──────── Exercise data
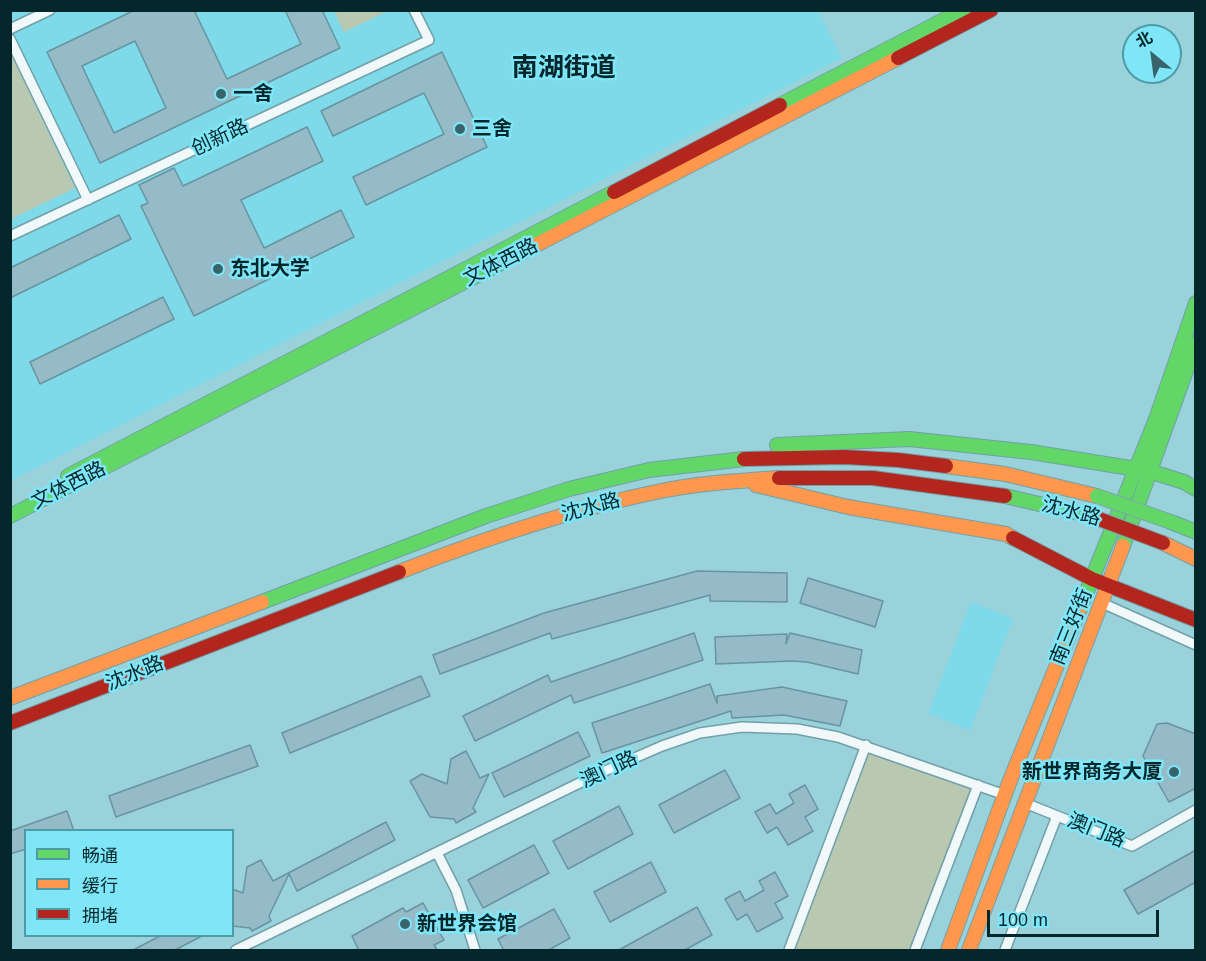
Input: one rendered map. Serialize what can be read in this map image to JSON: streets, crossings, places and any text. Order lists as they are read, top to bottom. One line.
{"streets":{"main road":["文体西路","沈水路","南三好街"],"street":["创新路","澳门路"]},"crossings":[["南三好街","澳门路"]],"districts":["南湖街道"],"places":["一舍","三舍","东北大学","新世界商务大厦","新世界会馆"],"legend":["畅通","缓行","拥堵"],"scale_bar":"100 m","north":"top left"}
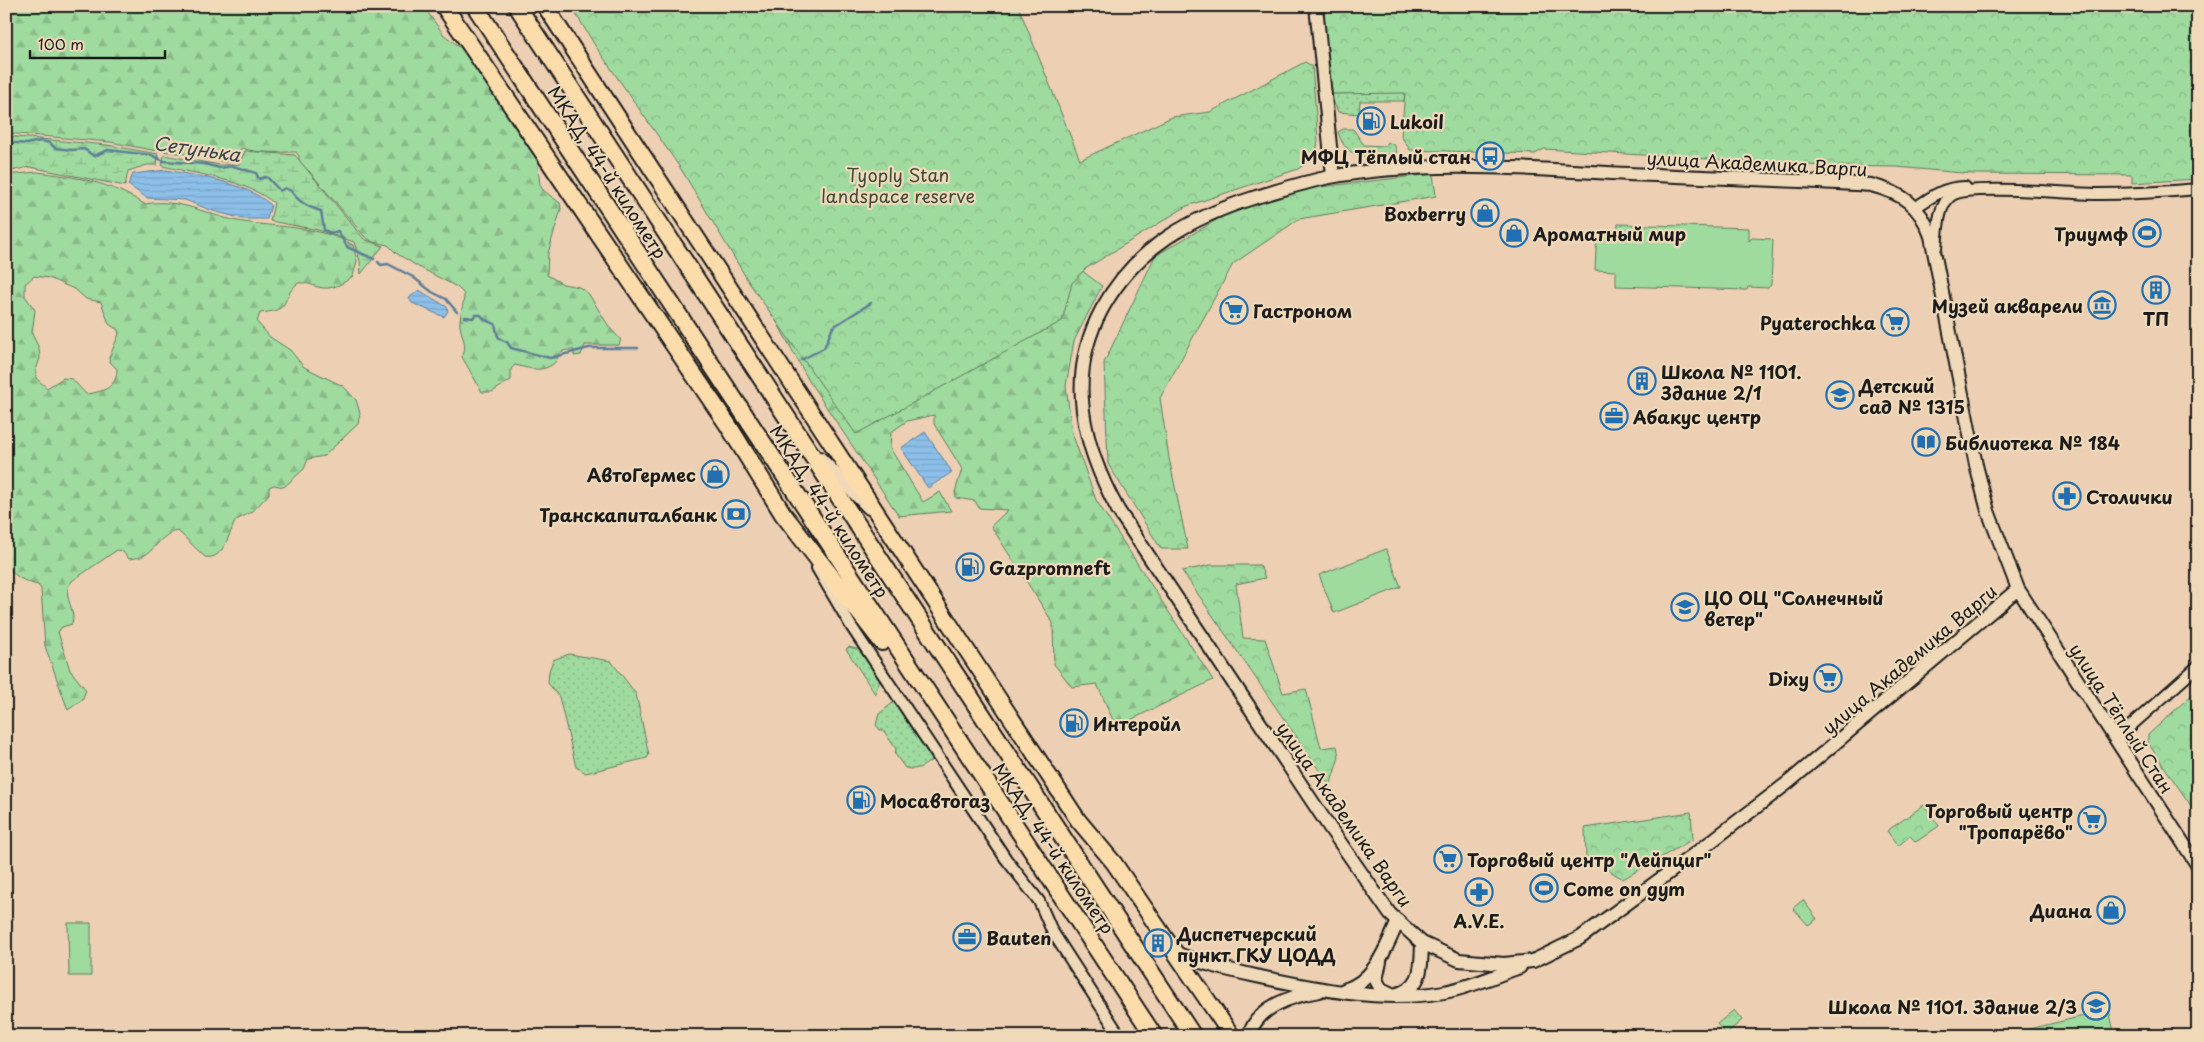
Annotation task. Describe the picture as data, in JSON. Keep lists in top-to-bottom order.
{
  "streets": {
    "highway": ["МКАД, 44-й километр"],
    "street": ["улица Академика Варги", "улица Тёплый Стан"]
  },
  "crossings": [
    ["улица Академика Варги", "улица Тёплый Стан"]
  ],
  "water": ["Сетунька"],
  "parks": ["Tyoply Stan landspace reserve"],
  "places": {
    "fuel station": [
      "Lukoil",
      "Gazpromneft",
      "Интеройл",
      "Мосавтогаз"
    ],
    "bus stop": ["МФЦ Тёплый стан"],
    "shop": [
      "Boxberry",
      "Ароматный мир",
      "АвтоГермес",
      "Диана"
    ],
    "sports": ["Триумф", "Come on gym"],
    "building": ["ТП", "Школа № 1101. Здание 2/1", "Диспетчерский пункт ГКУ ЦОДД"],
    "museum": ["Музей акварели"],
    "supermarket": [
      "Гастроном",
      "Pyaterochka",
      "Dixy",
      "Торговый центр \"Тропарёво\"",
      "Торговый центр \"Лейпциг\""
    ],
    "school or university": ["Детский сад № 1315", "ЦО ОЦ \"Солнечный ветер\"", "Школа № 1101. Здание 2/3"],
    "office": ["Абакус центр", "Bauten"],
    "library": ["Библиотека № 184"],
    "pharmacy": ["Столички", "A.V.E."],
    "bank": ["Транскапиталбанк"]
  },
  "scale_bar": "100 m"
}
────────────────
Transcribe all the data word for word; the images stay out.

Input: one rendered map. Serialize what can be read in this map image to JSON: streets, crossings, places and any text. Order lists as they are read, top to bottom. One line.
{"streets":{"main road":["文体西路","沈水路","南三好街"],"street":["创新路","澳门路"]},"crossings":[["南三好街","澳门路"]],"districts":["南湖街道"],"places":["一舍","三舍","东北大学","新世界商务大厦","新世界会馆"],"legend":["畅通","缓行","拥堵"],"scale_bar":"100 m","north":"top left"}
Annotation task. Describe the picture as data, in JSON. Keep lists in top-to-bottom order.
{
  "streets": {
    "highway": ["МКАД, 44-й километр"],
    "street": ["улица Академика Варги", "улица Тёплый Стан"]
  },
  "crossings": [
    ["улица Академика Варги", "улица Тёплый Стан"]
  ],
  "water": ["Сетунька"],
  "parks": ["Tyoply Stan landspace reserve"],
  "places": {
    "fuel station": [
      "Lukoil",
      "Gazpromneft",
      "Интеройл",
      "Мосавтогаз"
    ],
    "bus stop": ["МФЦ Тёплый стан"],
    "shop": [
      "Boxberry",
      "Ароматный мир",
      "АвтоГермес",
      "Диана"
    ],
    "sports": ["Триумф", "Come on gym"],
    "building": ["ТП", "Школа № 1101. Здание 2/1", "Диспетчерский пункт ГКУ ЦОДД"],
    "museum": ["Музей акварели"],
    "supermarket": [
      "Гастроном",
      "Pyaterochka",
      "Dixy",
      "Торговый центр \"Тропарёво\"",
      "Торговый центр \"Лейпциг\""
    ],
    "school or university": ["Детский сад № 1315", "ЦО ОЦ \"Солнечный ветер\"", "Школа № 1101. Здание 2/3"],
    "office": ["Абакус центр", "Bauten"],
    "library": ["Библиотека № 184"],
    "pharmacy": ["Столички", "A.V.E."],
    "bank": ["Транскапиталбанк"]
  },
  "scale_bar": "100 m"
}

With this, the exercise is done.